しかし、そんな豊かな暮らしを妬んだ者達が居ました。
天使です。
天使はその力で文明を一夜で灰燼に帰しました。
それから人はもう一度力を合わせ、ようやく現在の形まで復興を遂げました。

( ФωФ)「そこまででよい」

本を閉じ、席に座る。
長いこと眠っていたような感覚がするが、呼んだ文章はほんの少し。

( ^ω^)「……また、脱線したのかお?」

(*^д)「うん、天使は怖いんだぞーっていう話を結構してた」

( ^ω^)「そうかお」

ロマネスク先生は天使の事を恐れている。
いや、正確には僕も含め皆恐れているのだ。
人智を超える力を持ち、一度世界を崩壊させた。
その理由にはついては諸説あるみたいで、天使を崇拝をしている教会では
僕達がなにか悪い事をして、天使を怒らせてしまったと言っている。
だけど、だいたいの歴史書ではその辺りの事が結構曖昧でなんで滅ぼされてしまったのかはよくわからない。

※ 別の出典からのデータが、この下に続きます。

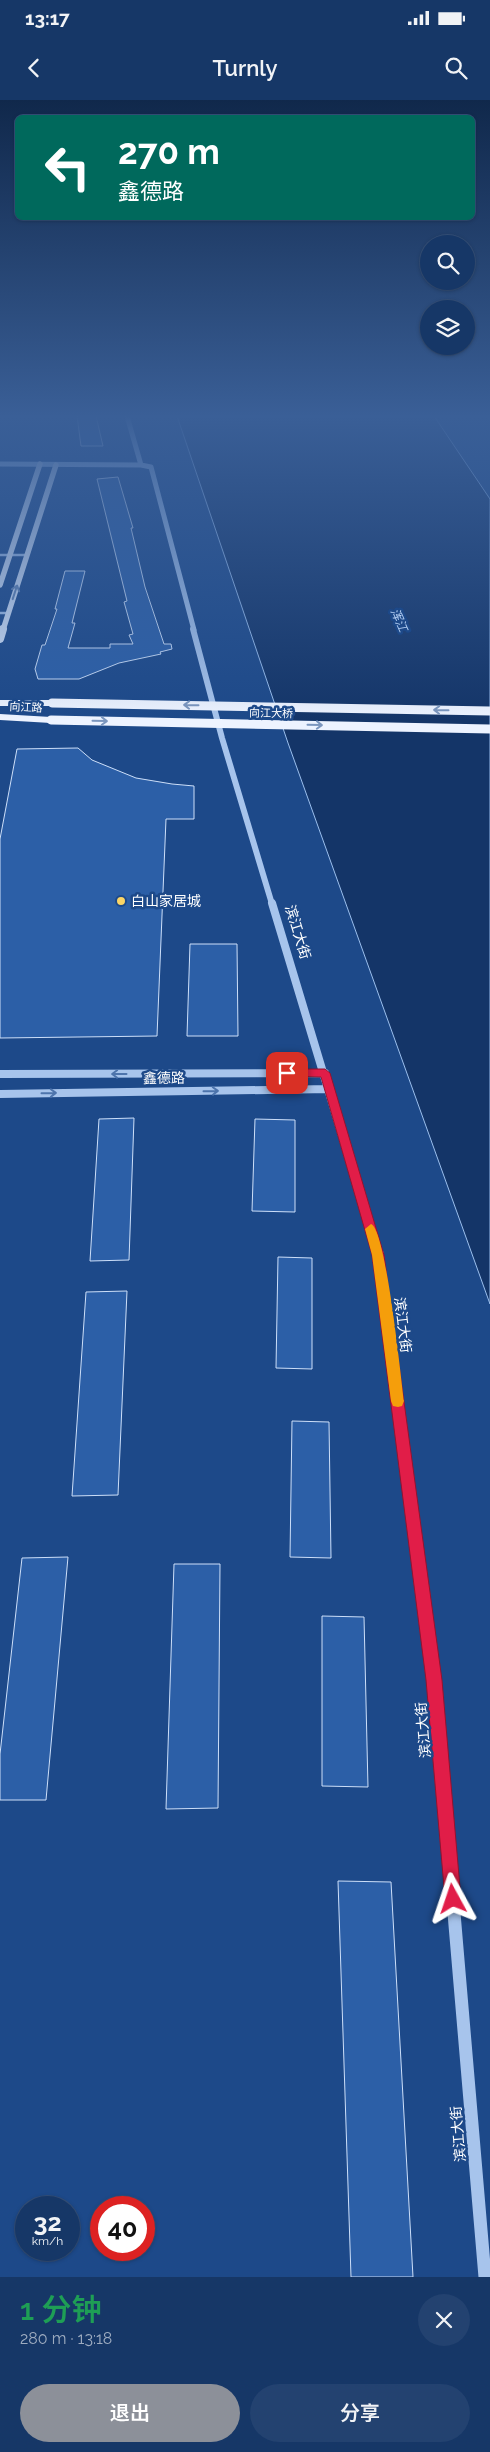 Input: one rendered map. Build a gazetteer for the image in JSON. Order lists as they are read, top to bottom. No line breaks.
{"streets":{"main road":["向江路","向江大桥"],"street":["滨江大街","鑫德路"]},"crossings":[["向江路","向江大桥"],["滨江大街","鑫德路"]],"water":["浑江"],"places":["白山家居城"],"page":{"status":"13:17","header":"Turnly","turn":["270 m","鑫德路"],"speed":"32 km/h","limit":"40","heading":["1 分钟","280 m · 13:18"],"buttons":["退出","分享"]}} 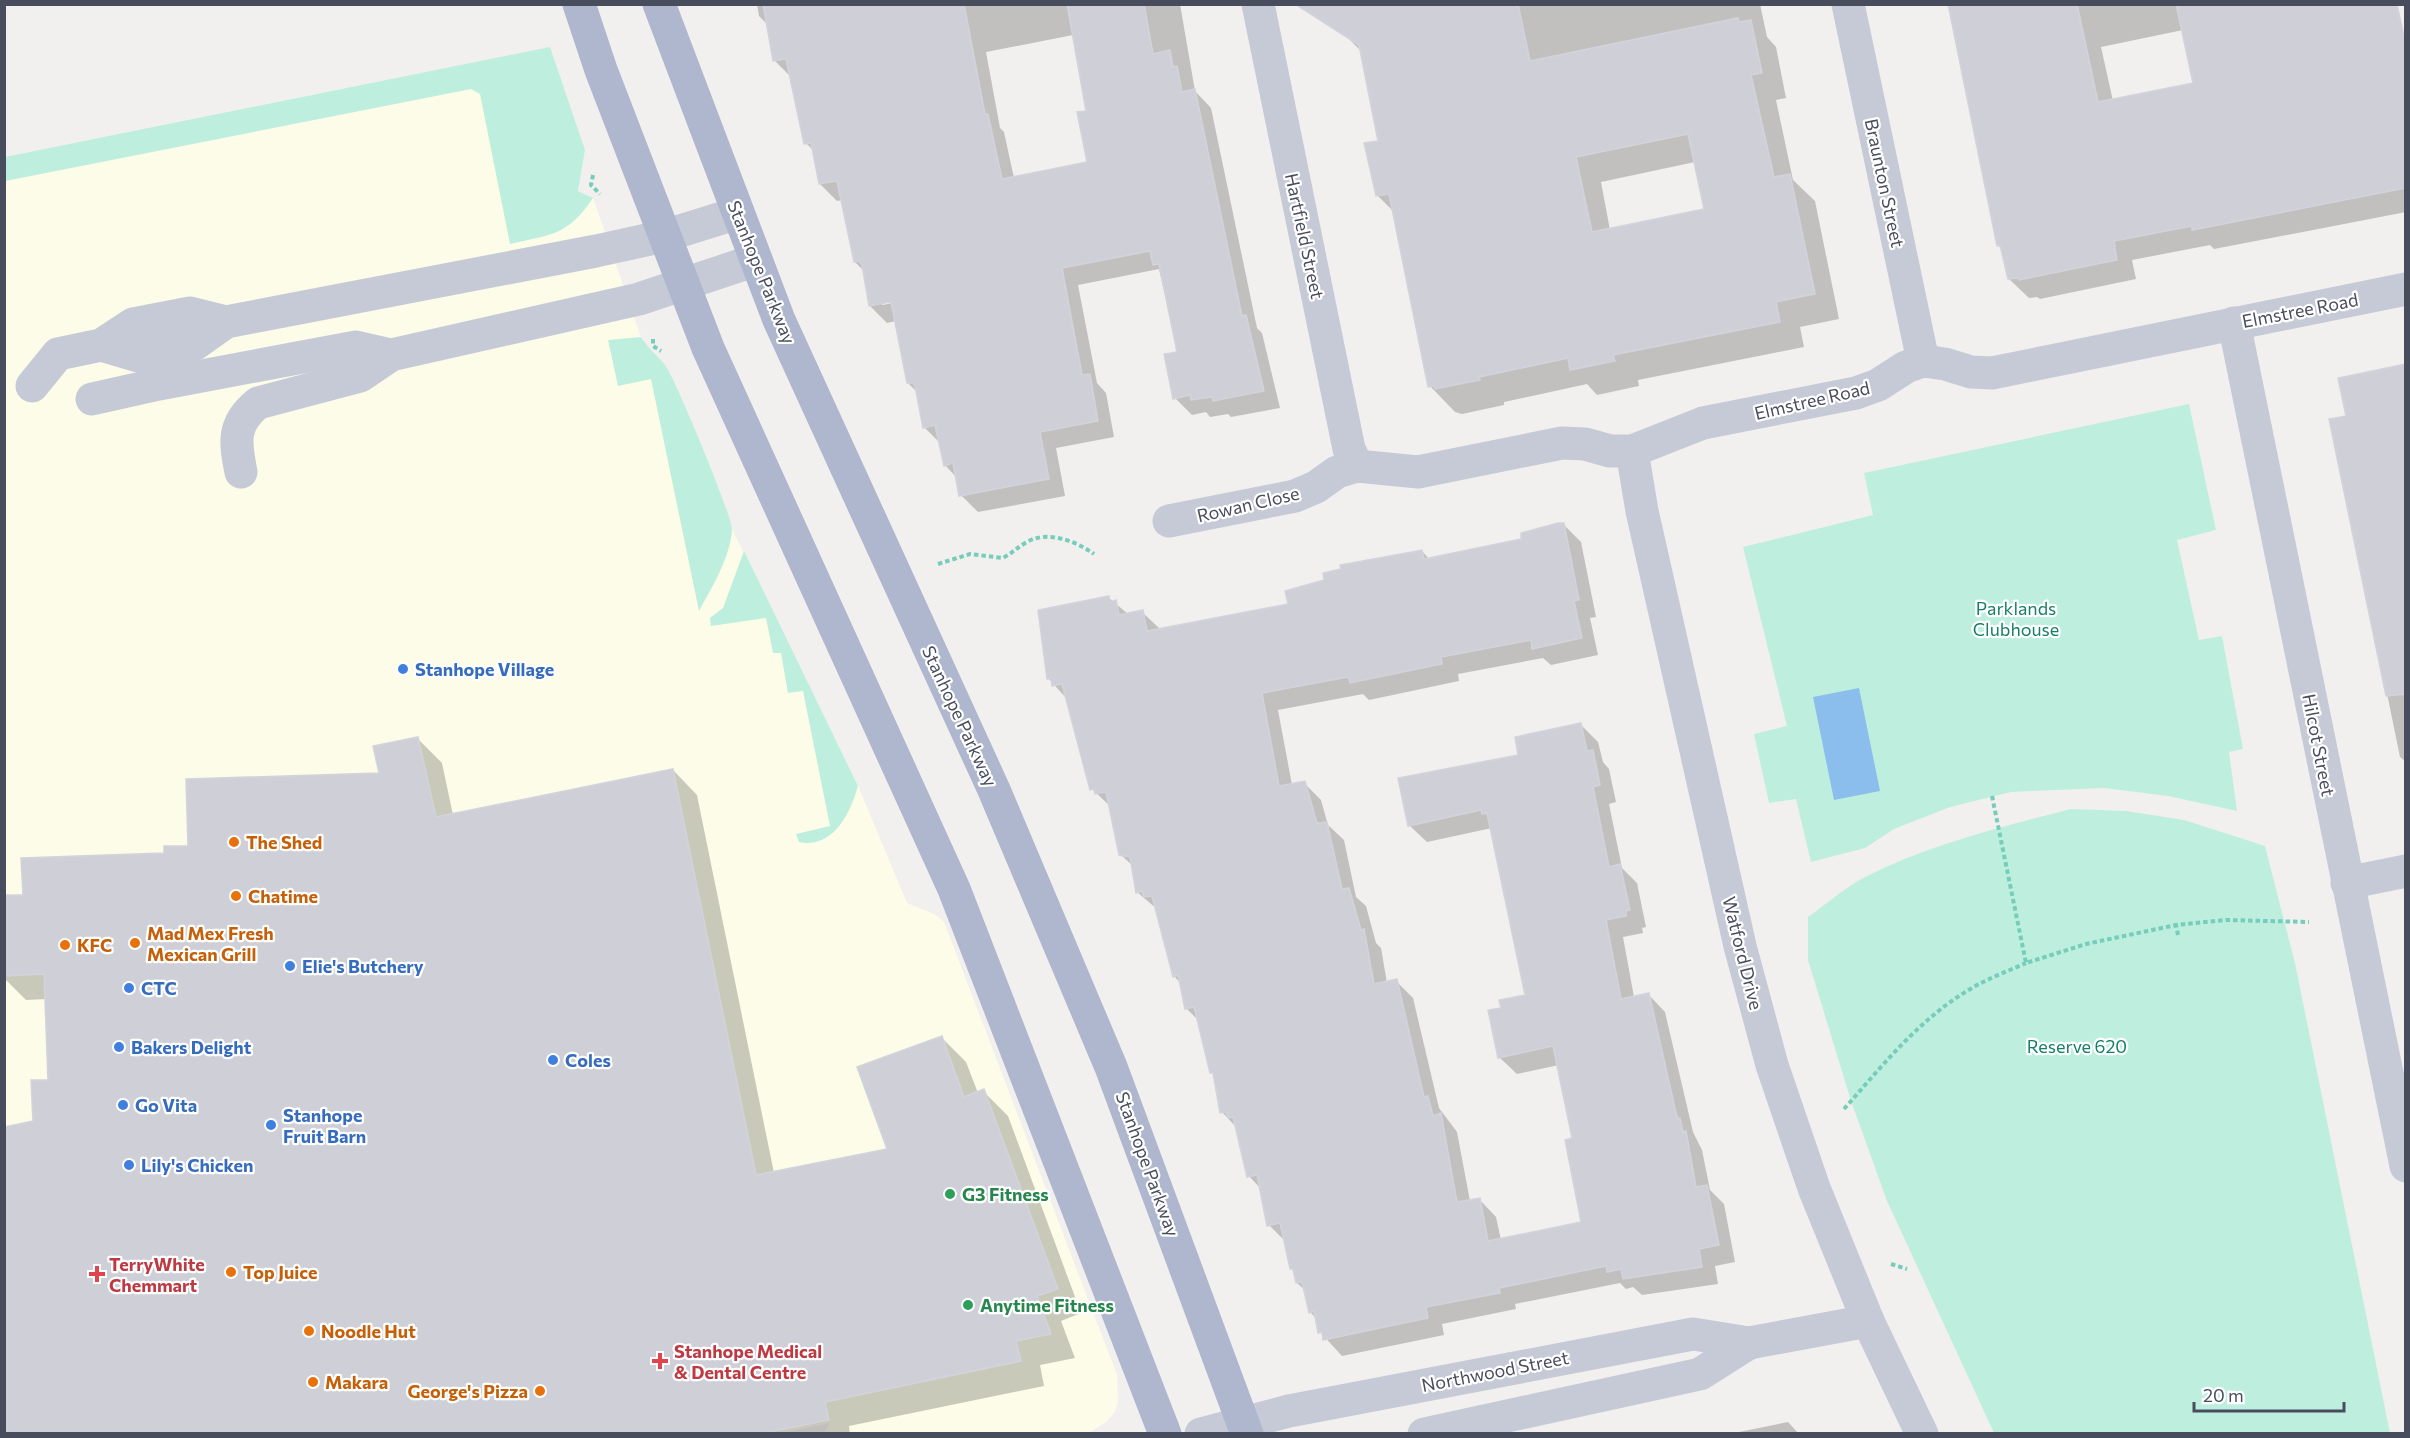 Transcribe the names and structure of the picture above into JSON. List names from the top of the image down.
{
  "streets": {
    "main road": ["Stanhope Parkway"],
    "street": [
      "Braunton Street",
      "Hartfield Street",
      "Elmstree Road",
      "Rowan Close",
      "Hilcot Street",
      "Watford Drive",
      "Northwood Street"
    ]
  },
  "crossings": [
    ["Braunton Street", "Elmstree Road"],
    ["Hartfield Street", "Elmstree Road"],
    ["Hartfield Street", "Rowan Close"],
    ["Stanhope Parkway", "Northwood Street"],
    ["Elmstree Road", "Rowan Close"],
    ["Elmstree Road", "Hilcot Street"],
    ["Elmstree Road", "Watford Drive"],
    ["Watford Drive", "Northwood Street"]
  ],
  "parks": ["Parklands Clubhouse", "Reserve 620"],
  "places": {
    "other": [
      "Stanhope Village",
      "The Shed",
      "Chatime",
      "Mad Mex Fresh Mexican Grill",
      "KFC",
      "Elie's Butchery",
      "CTC",
      "Bakers Delight",
      "Coles",
      "Go Vita",
      "Stanhope Fruit Barn",
      "Lily's Chicken",
      "G3 Fitness",
      "Top Juice",
      "Anytime Fitness",
      "Noodle Hut",
      "Makara",
      "George's Pizza"
    ],
    "health": ["TerryWhite Chemmart", "Stanhope Medical & Dental Centre"]
  },
  "scale_bar": "20 m"
} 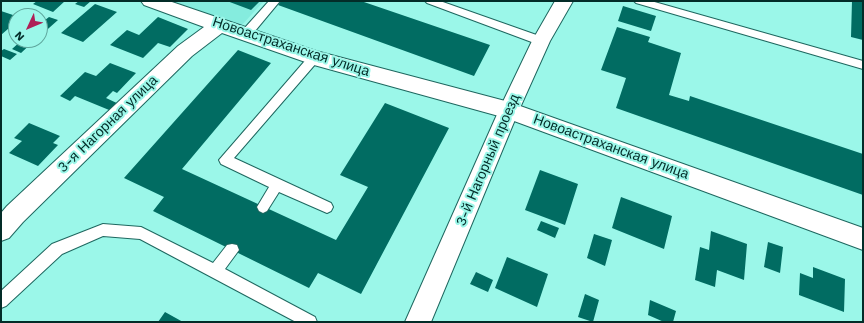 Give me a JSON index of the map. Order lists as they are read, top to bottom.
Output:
{
  "streets": {
    "street": ["Новоастраханская улица", "3-я Нагорная улица", "3-й Нагорный проезд"]
  },
  "crossings": [
    ["Новоастраханская улица", "3-я Нагорная улица"],
    ["Новоастраханская улица", "3-й Нагорный проезд"]
  ],
  "north": "bottom left"
}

( ФωФ)「では、今日はここまでとするか……皆、気をつけてな」

(*^д)「はーい!」

(*^ω^)「おっおっ、授業が終わったお! ご飯食べに行くお!」

5 名前:名も無きAAのようです 投稿日:2012/02/19(日) 00:09:18 ID:TPsYliTQ0
ロマネスクさんの魔法書店の2階から勢いよく階段を降り、僕はご飯を食べに行くために村の中を走り出す。
今日は一体何が食べれるんだろう、そう思いながら全力疾走をすると後ろから声が聞こえてきた。

(;^д)「待ってよーブーン君!」

( ^ω^)「おっせーおタカナ! 早く来ないとお前の分も食っちまうお」

(;^д)「ちょ……勘弁してよぉ」

やっとこさ僕の許までたどり着いたタカナは、ぜーぜーと肩で息をしながら呼吸を整え始める。

( ^ω^)「落ち着いたかお?」

(*^д)「ん、うん……」

( ^ω^)「じゃあ、一緒に行こうか」

僕が手を出すと、タカナは頷き僕の手を握る。
それから僕達は村にある教会へと向かっていった。
そこにはデレさんというシスターが居て、彼女が僕達のお昼ご飯を作ってくれているのだ。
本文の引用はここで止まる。